Every line below that has the string "list" needs to be copied.

BEGIN Data for review

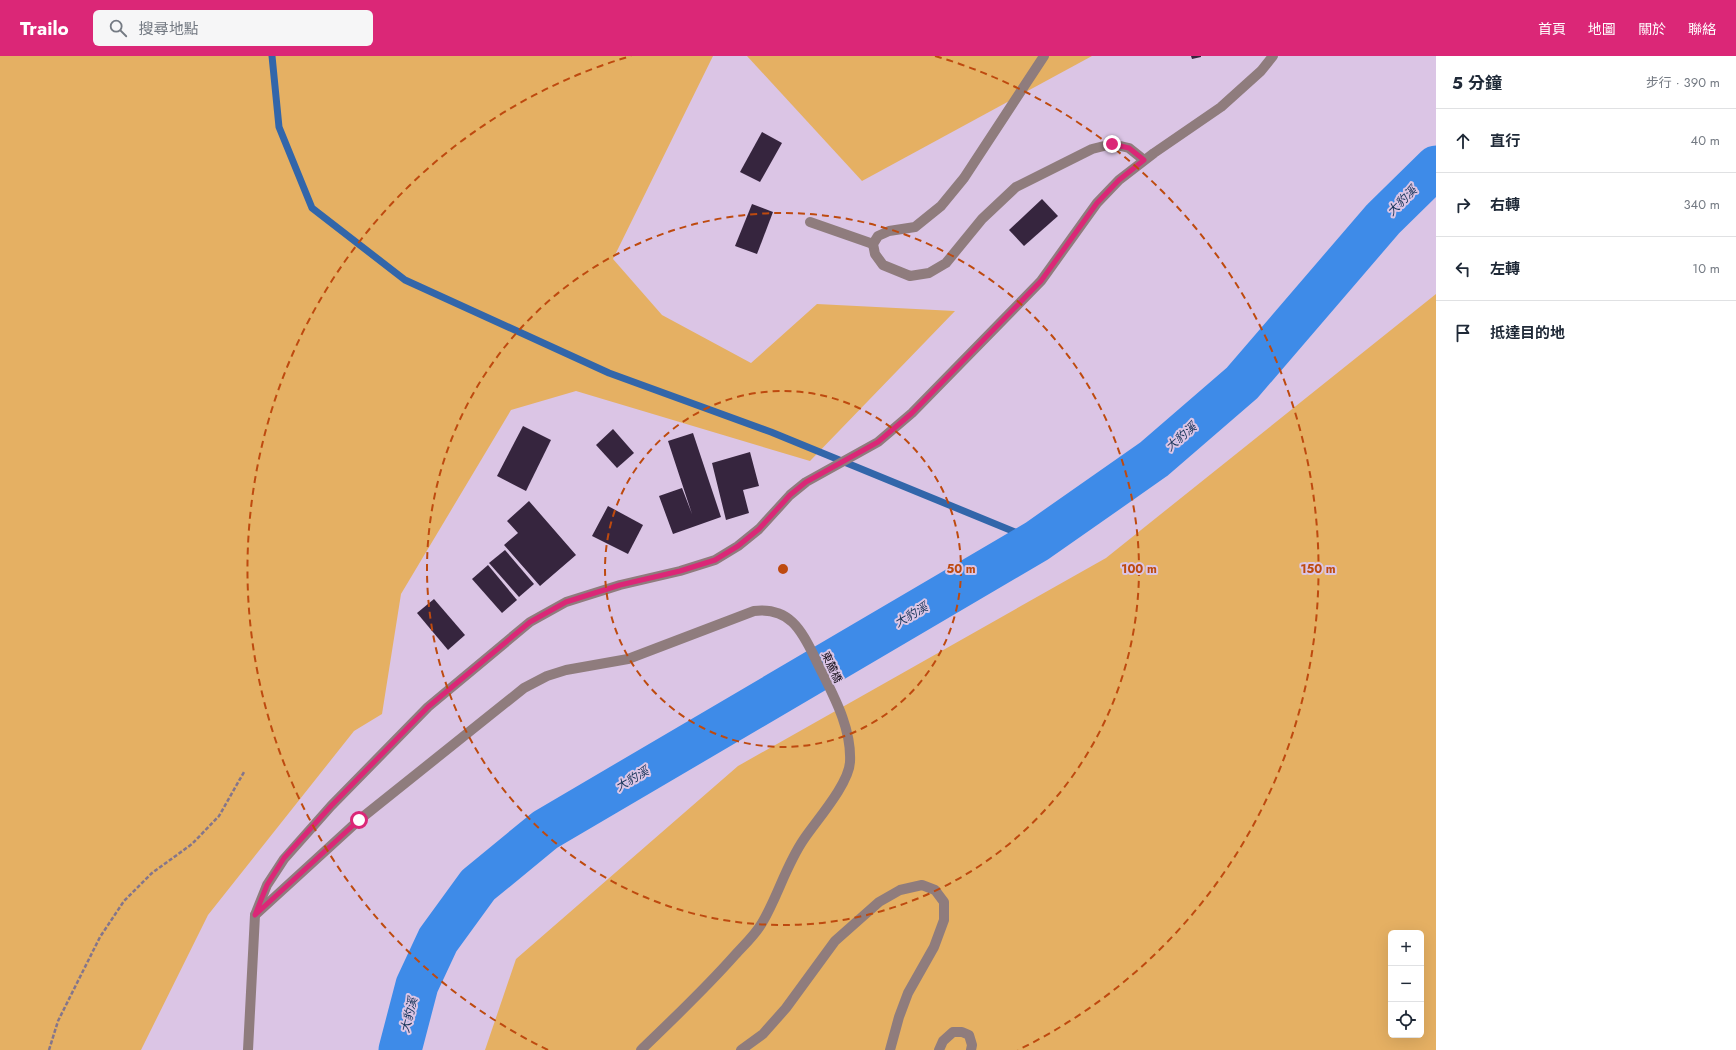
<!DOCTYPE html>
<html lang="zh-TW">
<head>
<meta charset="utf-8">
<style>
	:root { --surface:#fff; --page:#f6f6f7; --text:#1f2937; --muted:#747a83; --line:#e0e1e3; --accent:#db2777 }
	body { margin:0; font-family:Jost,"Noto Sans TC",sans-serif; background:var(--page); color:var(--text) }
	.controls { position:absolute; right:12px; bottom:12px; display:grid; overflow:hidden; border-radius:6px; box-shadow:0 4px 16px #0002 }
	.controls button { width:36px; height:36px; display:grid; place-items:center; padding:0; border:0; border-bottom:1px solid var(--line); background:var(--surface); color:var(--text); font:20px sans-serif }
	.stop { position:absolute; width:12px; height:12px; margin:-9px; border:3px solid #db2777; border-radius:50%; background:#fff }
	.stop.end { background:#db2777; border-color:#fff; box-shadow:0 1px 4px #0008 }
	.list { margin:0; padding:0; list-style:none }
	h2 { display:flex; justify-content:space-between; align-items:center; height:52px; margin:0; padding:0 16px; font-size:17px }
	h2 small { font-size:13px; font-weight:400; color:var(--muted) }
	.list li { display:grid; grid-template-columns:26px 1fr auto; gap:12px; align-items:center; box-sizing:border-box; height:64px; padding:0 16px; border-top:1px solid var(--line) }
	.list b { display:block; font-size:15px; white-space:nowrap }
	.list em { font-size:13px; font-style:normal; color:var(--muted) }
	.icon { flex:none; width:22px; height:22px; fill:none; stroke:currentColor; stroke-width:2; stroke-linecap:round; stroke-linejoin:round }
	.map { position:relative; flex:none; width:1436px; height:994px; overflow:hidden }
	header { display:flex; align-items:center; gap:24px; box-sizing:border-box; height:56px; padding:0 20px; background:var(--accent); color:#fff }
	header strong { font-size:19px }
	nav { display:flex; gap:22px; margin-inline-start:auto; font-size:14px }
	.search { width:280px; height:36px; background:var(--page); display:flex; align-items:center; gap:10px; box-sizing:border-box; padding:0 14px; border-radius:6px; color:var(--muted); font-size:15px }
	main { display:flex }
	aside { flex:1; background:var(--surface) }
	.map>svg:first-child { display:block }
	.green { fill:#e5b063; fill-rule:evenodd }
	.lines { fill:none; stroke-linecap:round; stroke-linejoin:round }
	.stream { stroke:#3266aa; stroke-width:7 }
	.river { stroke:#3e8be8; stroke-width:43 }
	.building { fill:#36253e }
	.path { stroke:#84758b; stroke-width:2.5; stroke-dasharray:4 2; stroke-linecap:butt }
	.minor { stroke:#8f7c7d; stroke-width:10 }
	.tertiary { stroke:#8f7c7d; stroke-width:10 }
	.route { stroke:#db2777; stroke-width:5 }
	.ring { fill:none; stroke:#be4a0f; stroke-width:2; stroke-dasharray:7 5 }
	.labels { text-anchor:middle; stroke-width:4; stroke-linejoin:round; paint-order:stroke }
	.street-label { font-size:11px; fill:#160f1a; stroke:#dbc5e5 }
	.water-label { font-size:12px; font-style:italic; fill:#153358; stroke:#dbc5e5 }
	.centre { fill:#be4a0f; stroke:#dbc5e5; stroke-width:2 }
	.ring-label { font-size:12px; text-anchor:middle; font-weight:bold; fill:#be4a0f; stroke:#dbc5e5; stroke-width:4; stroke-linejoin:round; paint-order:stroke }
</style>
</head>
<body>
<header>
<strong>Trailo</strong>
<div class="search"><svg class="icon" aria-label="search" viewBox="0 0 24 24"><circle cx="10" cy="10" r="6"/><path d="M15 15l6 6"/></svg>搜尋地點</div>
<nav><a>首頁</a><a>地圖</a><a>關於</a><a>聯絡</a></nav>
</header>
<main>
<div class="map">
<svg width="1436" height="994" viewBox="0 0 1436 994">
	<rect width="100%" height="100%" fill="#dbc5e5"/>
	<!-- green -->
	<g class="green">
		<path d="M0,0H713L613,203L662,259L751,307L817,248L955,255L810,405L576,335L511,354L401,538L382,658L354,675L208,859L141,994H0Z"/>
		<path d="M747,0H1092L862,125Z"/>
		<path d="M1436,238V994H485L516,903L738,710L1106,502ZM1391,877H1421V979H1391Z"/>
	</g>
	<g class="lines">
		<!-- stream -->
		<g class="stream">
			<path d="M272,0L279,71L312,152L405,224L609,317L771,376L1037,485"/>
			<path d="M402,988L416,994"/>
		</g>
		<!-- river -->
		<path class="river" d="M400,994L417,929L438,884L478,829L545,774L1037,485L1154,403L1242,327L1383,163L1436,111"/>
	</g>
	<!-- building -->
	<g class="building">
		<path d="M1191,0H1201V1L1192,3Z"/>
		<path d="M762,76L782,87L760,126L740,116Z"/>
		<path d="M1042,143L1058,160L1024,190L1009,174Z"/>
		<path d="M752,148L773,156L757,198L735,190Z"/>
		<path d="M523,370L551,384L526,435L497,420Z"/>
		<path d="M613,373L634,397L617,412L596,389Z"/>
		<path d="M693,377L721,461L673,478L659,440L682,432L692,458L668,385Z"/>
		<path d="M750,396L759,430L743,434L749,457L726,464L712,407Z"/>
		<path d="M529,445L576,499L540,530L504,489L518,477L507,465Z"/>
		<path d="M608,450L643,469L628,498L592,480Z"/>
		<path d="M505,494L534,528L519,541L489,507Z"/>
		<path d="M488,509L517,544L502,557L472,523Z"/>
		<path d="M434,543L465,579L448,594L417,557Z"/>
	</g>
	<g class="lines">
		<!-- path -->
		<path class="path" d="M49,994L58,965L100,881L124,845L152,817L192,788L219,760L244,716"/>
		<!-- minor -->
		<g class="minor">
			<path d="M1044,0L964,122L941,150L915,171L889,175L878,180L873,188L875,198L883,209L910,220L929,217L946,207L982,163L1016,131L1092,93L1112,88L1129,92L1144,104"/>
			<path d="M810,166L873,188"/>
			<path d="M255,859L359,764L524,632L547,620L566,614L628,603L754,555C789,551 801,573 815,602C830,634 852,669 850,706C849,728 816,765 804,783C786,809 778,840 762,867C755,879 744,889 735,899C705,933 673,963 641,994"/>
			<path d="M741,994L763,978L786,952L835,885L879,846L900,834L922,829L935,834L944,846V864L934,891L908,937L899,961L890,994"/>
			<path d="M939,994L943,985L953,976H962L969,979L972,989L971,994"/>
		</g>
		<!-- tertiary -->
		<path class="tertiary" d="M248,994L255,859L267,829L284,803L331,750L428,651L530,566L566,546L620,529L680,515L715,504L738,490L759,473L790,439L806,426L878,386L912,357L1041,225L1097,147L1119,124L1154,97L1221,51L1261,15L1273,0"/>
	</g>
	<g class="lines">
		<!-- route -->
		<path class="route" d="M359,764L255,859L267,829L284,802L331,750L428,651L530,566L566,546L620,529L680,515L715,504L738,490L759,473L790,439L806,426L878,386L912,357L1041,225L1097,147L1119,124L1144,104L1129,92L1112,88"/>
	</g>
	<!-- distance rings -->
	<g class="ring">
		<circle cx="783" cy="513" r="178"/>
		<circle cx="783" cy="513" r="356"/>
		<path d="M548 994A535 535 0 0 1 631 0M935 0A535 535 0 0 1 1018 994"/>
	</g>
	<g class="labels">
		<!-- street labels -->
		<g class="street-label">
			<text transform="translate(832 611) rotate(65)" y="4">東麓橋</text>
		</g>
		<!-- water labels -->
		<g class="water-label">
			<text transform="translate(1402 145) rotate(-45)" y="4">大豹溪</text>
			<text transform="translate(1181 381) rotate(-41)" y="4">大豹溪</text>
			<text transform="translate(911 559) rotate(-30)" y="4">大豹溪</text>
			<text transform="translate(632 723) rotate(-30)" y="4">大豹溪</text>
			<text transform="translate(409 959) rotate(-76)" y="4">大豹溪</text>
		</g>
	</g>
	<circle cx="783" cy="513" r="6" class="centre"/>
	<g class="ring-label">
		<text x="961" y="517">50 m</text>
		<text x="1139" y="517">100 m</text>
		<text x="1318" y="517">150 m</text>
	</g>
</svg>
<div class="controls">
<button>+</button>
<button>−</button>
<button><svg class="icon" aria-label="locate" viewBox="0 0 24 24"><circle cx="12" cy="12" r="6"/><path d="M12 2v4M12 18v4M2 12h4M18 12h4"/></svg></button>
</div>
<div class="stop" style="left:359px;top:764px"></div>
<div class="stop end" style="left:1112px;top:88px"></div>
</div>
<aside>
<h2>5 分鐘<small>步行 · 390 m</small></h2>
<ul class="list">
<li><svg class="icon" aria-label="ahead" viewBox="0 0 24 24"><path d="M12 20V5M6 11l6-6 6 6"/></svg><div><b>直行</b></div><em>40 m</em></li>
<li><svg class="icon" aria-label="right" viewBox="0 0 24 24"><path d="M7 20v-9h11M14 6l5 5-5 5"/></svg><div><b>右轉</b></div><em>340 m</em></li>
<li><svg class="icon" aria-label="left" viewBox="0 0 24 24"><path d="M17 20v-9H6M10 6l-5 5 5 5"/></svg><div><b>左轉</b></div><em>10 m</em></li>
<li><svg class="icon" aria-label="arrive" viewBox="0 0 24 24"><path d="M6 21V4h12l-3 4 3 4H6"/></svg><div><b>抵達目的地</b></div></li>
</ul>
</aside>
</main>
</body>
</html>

END Data for review

Written solution:
	.list { margin:0; padding:0; list-style:none }
	.list li { display:grid; grid-template-columns:26px 1fr auto; gap:12px; align-items:center; box-sizing:border-box; height:64px; padding:0 16px; border-top:1px solid var(--line) }
	.list b { display:block; font-size:15px; white-space:nowrap }
	.list em { font-size:13px; font-style:normal; color:var(--muted) }
<ul class="list">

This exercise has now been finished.